Georges Patient : Je pensais que dans une loi qui instaure une collectivité unique, on pouvait avoir l’opportunité pour une fois de faire entendre toutes les questions financières relatives à la Guyane et surtout les questions que je considère discriminatoires et qui sont dérogatoires à la loi : l’octroi de mer, la dotation globale superficiaire, le domaine privé de l’Etat qui n’est pas fiscalisé… Mais c’est toujours pareil ! On vous entend, on trouve vos propos pertinents, justes, et à l’arrivée on vous renvoie toujours à la loi de finance ou bien à un rapport qui n’arrive jamais. C’est un peu désolant… C’est ce qui explique mon vote final. Je m’apprête d’ailleurs à poser une question prioritaire de constitutionnalité sur ces discriminations financières.
Claude Lise : J’avais dit que je ne voterai pas ce texte si l’on ne revenait pas sur la prime majoritaire. C’est ce qui s’est passé et c’est pourquoi je me suis abstenu. J’espère que l’Assemblée nationale étudiera le texte dans d’autres conditions. Les conditions dans lesquelles nous avons examiné ce projet de loi tout au long de cette journée n’ont pas été à la hauteur d’un texte aussi important pour l’avenir de la Martinique et de la Guyane. Il s’agit tout de même du cadre institutionnel dans lequel on va fonctionner même s’il ne s’agit pas d’un changement de statut. Pour un texte aussi important, on aurait du prévoir au moins deux journées pleines pour l’examiner. Tout ça n’est pas fait dans de bonnes conditions et je pense que ce texte a besoin d’être corrigé.
Et vous Serge Larcher, pourquoi avoir voté pour ?
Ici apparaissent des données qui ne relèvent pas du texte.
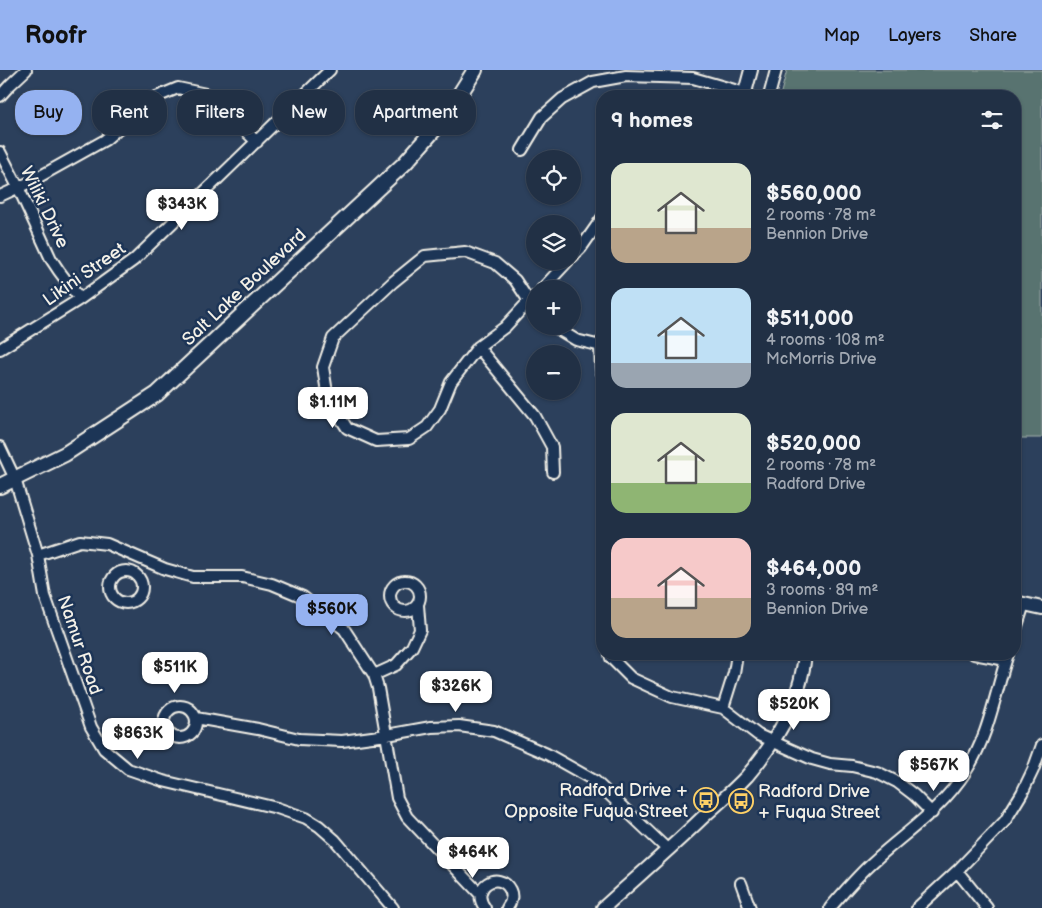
<!DOCTYPE html>
<html lang="en">
<head>
<meta charset="utf-8">
<style>
	:root { --surface:#213045; --page:#2d3c50; --text:#f1f3f6; --muted:#a2a9b3; --line:#3e4b5e; --accent:#95b2f1 }
	body { margin:0; font-family:"Balsamiq Sans",sans-serif; background:var(--page); color:var(--text); height:100vh; display:flex; flex-direction:column; font-size:19px; white-space:nowrap }
	* { box-sizing:border-box; margin:0 }
	p { font-size:16px; color:var(--muted) }
	.icon { flex:none; width:28px; height:28px; fill:none; stroke:currentColor; stroke-width:2; stroke-linecap:round; stroke-linejoin:round }
	.map { position:relative; flex:1; overflow:hidden }
	.details { position:absolute; left:596px; top:20px; width:425px; height:570px; display:flex; flex-direction:column; background:var(--surface); border-radius:20px; box-shadow:0 1px 4px #0004,0 0 0 1px var(--line) }
	.details>* { flex:none }
	.guide { position:absolute; left:15px; top:20px; width:475px; height:45px; display:flex; gap:10px }
	.buttons { position:absolute; left:526px; top:80px; display:grid; gap:10px }
	.buttons a { display:grid; place-items:center; width:55px; height:55px; border-radius:50%; background:var(--surface); box-shadow:0 1px 4px #0004,0 0 0 1px var(--line); font-size:25px }
	.price { position:absolute; translate:-50% -42px; padding:0 11px; border-radius:10px; background:#fff; color:#222; font-size:16px; line-height:32px; filter:drop-shadow(0 1px 2px #0008) }
	.price::after { content:''; position:absolute; left:50%; top:30px; width:15px; height:11px; margin-left:-8px; background:inherit; clip-path:polygon(0 0,100% 0,50% 100%) }
	.price.on { background:var(--accent); color:#111 }
	ul { padding:0; list-style:none }
	li { display:flex; align-items:center; gap:15px; height:125px; padding:0 15px }
	li span { display:grid; place-items:center; flex:none; width:140px; height:100px; border-radius:15px; color:#555 }
	li>.icon { margin-inline-start:auto }
	span .icon { width:60px; height:60px; fill:#fffc; stroke-width:1 }
	li b { font-size:21px }
	h2 { display:flex; justify-content:space-between; align-items:center; height:60px; padding:0 15px; font-size:21px }
	.tag { padding:0 18px; border-radius:20px; background:var(--surface); box-shadow:0 1px 4px #0004,0 0 0 1px var(--line); font-size:18px; line-height:45px }
	.tag.on { background:var(--accent); color:#111 }
	header { display:flex; align-items:center; gap:30px; box-sizing:border-box; height:70px; padding:0 25px; background:var(--accent); color:#111 }
	header strong { font-size:24px }
	nav { display:flex; gap:28px; margin-inline-start:auto; font-size:18px }
	.map>svg:first-child { display:block }
	.green { fill:#587370; stroke:#a6b2ac }
	.lines { fill:none; stroke-linecap:round; stroke-linejoin:round }
	.minor-casing { stroke:#f4f1e8; stroke-width:14 }
	.tertiary-casing { stroke:#f4f1e8; stroke-width:16 }
	.secondary-casing { stroke:#f4f1e8; stroke-width:18 }
	.minor { stroke:#1d3557; stroke-width:10 }
	.tertiary { stroke:#1d3557; stroke-width:12 }
	.secondary { stroke:#1d3557; stroke-width:14 }
	.labels { text-anchor:middle; stroke-width:5; stroke-linejoin:round; paint-order:stroke }
	.street-label { font-size:18px; fill:#f4f1e8; stroke:#1d3557 }
	.poi-label { font-size:18px; fill:#f4f1e8; stroke:#1d3557; text-anchor:end }
</style>
</head>
<body>
<header>
<strong>Roofr</strong>
<nav><a>Map</a><a>Layers</a><a>Share</a></nav>
</header>
<div class="map">
<svg width="1042" height="838" viewBox="0 0 1042 838">
	<rect width="100%" height="100%" fill="#2c405c"/>
	<filter id="ink" filterUnits="userSpaceOnUse"><feTurbulence type="fractalNoise" baseFrequency=".02" numOctaves="2"/><feDisplacementMap in="SourceGraphic" scale="10" xChannelSelector="R" yChannelSelector="G"/><feConvolveMatrix kernelMatrix="1 2 1 2 8 2 1 2 1" color-interpolation-filters="sRGB"/></filter>
	<g filter="url(#ink)">
		<path class="green" d="M 787,0 L 1042,0 L 1042,368 L 1015,368 L 1015,26 L 780,26 Z"/>
		<g class="lines">
			<defs>
				<path id="minor" d="M 0,26 L 10,15 L 26,0
					M 769,26 L 776,0
					M 522,80 L 542,47 L 562,29 L 593,12 L 626,6 L 693,8 L 745,23
					M 0,82 L 18,117 L 51,189 L 59,201 L 80,229
					M 0,126 L 28,113 L 105,70 L 154,28 L 178,18 L 206,24 L 257,72
					M 572,187 L 581,178 L 602,148
					M 542,219 L 568,191
					M 535,226 L 529,231 L 505,257 L 478,277 L 451,312 L 440,339 L 427,357 L 409,369 L 376,371 L 347,358 L 328,329 L 323,297 L 333,268 L 393,212 L 425,186 L 465,182 L 495,193 L 515,210 L 529,231 L 535,237
					M 553,256 L 576,270 L 601,276
					M 478,277 L 535,346 L 552,377 L 553,402
					M 0,279 L 80,229 L 134,190 L 330,0
					M 0,377 L 15,409 L 38,485 L 45,526 L 91,657 L 104,679 L 128,699 L 163,711 L 277,738 L 306,748 L 319,756 L 335,770 L 393,838
					M 38,485 L 80,471 L 107,474 L 165,499 L 193,507 L 242,507 L 272,514 L 303,527 L 344,559 L 374,605 L 378,618 L 397,728 L 407,747 L 480,824
					M110 517a16 16 0 1 1 32 0a16 16 0 1 1-32 0Z
					M390 526a15 15 0 1 1 30 0a15 15 0 1 1-30 0Z
					M 1015,562 L 1024,534
					M 610,584 L 611,588 L 631,608 L 672,627 L 723,638 L 758,665 L 812,689 L 830,694 L 852,696 L 877,702 L 897,712 L 914,725 L 932,743
					M 974,584 L 1006,590
					M 374,605 L 396,595 L 412,577 L 420,560 L 418,535
					M164 652a16 16 0 1 1 32 0a16 16 0 1 1-32 0Z
					M 723,638 L 734,603 L 737,584
					M 196,648 L 258,659 L 299,669 L 342,671 L 387,665 L 431,657 L 459,656 L 494,661 L 547,684 L 595,711 L 668,780
					M 957,801 L 987,838
					M 741,813 L 750,838
					M 485,838 C 469,817 499,799 510,820 C 513,826 511,833 507,838
					M 830,838 C 844,822 858,805 874,791 C 907,761 941,740 966,701 C 989,666 995,623 1008,584
					M 917,838 L 957,801 L 1005,751 L 1022,723 L 1033,700 L 1042,675"/>
				<path id="tertiary" d="M 744,26 L 751,0
					M 602,272 L 601,276 L 602,301
					M 1015,532 L 1042,538
					M 603,838 C 636,808 670,779 702,748 C 717,734 733,721 747,706 C 777,671 801,630 805,584"/>
				<path id="secondary" d="M 0,416 L 65,384 L 157,324 L 405,93 L 446,46 L 475,0"/>
			</defs>
			<use href="#minor" class="minor-casing"/>
			<use href="#tertiary" class="tertiary-casing"/>
			<use href="#secondary" class="secondary-casing"/>
			<use href="#minor" class="minor"/>
			<use href="#tertiary" class="tertiary"/>
			<use href="#secondary" class="secondary"/>
		</g>
	</g>
	<defs>
		<symbol id="bus-ring" viewBox="-11 -11 22 22"><circle r="9.5" fill="#1d3557" stroke="#ffd166" stroke-width="1.5"/><path d="M-5-6H5V4H4V6H2V4H-2V6H-4V4H-5ZM-3.5-4V0h7V-4ZM-3.5 1.2v1.5H-2V1.2ZM2 1.2v1.5H3.5V1.2Z" fill="#ffd166"/></symbol>
	</defs>
	<g fill-rule="evenodd">
		<use href="#bus-ring" x="692" y="716" width="28" height="28"/>
		<use href="#bus-ring" x="727" y="717" width="28" height="28"/>
	</g>
	<g class="labels">
		<g class="street-label">
			<text transform="translate(45 137) rotate(64)" y="6">Wiliki Drive</text>
			<text transform="translate(84 204) rotate(-35)" y="6">Likini Street</text>
			<text transform="translate(244 217) rotate(-43)" y="6">Salt Lake Boulevard</text>
			<text transform="translate(80 575) rotate(71)" y="6">Namur Road</text>
		</g>
		<g class="poi-label">
			<text x="688" y="726">Radford Drive +<tspan x="688" dy="21">Opposite Fuqua Street</tspan></text>
			<text x="758" y="727" text-anchor="start">Radford Drive<tspan x="758" dy="21">+ Fuqua Street</tspan></text>
		</g>
	</g>
</svg>
<div class="buttons">
<a><svg class="icon" aria-label="locate" viewBox="0 0 24 24"><circle cx="12" cy="12" r="6"/><path d="M12 2v4M12 18v4M2 12h4M18 12h4"/></svg></a>
<a><svg class="icon" aria-label="layers" viewBox="0 0 24 24"><path d="M12 4l9 5-9 5-9-5zM3 14l9 5 9-5"/></svg></a>
<a>+</a>
<a>−</a>
</div>
<b class="price" style="left:182px;top:161px">$343K</b>
<b class="price" style="left:333px;top:359px">$1.11M</b>
<b class="price on" style="left:332px;top:566px">$560K</b>
<b class="price" style="left:175px;top:624px">$511K</b>
<b class="price" style="left:456px;top:643px">$326K</b>
<b class="price" style="left:794px;top:661px">$520K</b>
<b class="price" style="left:138px;top:690px">$863K</b>
<b class="price" style="left:934px;top:722px">$567K</b>
<b class="price" style="left:473px;top:809px">$464K</b>
<div class="guide">
<a class="tag on">Buy</a>
<a class="tag">Rent</a>
<a class="tag">Filters</a>
<a class="tag">New</a>
<a class="tag">Apartment</a>
</div>
<section class="details">
<h2>9 homes<svg class="icon" aria-label="filters" viewBox="0 0 24 24"><path d="M4 7h16M4 17h16"/><circle cx="9" cy="7" r="2"/><circle cx="15" cy="17" r="2"/></svg></h2>
<ul>
<li><span style="background:linear-gradient(#dfe7d0 65%,#b9a48a 0)"><svg class="icon" aria-label="home" viewBox="0 0 24 24"><path d="M3 11l9-7 9 7M6 9v11h12V9"/></svg></span><div><b>$560,000</b><p>2 rooms · 78 m²</p><p>Bennion Drive</p></div></li>
<li><span style="background:linear-gradient(#bfe0f5 75%,#9aa5b1 0)"><svg class="icon" aria-label="home" viewBox="0 0 24 24"><path d="M3 11l9-7 9 7M6 9v11h12V9"/></svg></span><div><b>$511,000</b><p>4 rooms · 108 m²</p><p>McMorris Drive</p></div></li>
<li><span style="background:linear-gradient(#dfe7d0 70%,#8fb573 0)"><svg class="icon" aria-label="home" viewBox="0 0 24 24"><path d="M3 11l9-7 9 7M6 9v11h12V9"/></svg></span><div><b>$520,000</b><p>2 rooms · 78 m²</p><p>Radford Drive</p></div></li>
<li><span style="background:linear-gradient(#f6c9c9 60%,#b9a48a 0)"><svg class="icon" aria-label="home" viewBox="0 0 24 24"><path d="M3 11l9-7 9 7M6 9v11h12V9"/></svg></span><div><b>$464,000</b><p>3 rooms · 89 m²</p><p>Bennion Drive</p></div></li>
</ul>
</section>
</div>
</body>
</html>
Serge Larcher : Pendant longtemps nous avons demandé l’évolution institutionnelle. Nous avons fait des propositions au gouvernement qui, pour la plupart, ont été retenues et la population martiniquaise s’est prononcée. Aujourd’hui, bien sûr, la satisfaction n’est pas totale mais ce texte a encore été amélioré et c’est le mandat que le peuple nous avait donné. J’ai donc approuvé ce texte. Nous l’avons voulu ; la population a voulu la fusion. Sur la gouvernance, nous avons demandé une assemblée délibérante et un conseil exécutif collégial. On l’a obtenu. On a obtenu une simplification du nom de la collectivité. On a obtenu que les habilitations couvrent la durée du mandat et aillent jusqu’au mandat suivant. On a donc été suivis sur un certain nombre de choses, en conséquence je ne vois pas pourquoi je n’aurai pas voté ce texte.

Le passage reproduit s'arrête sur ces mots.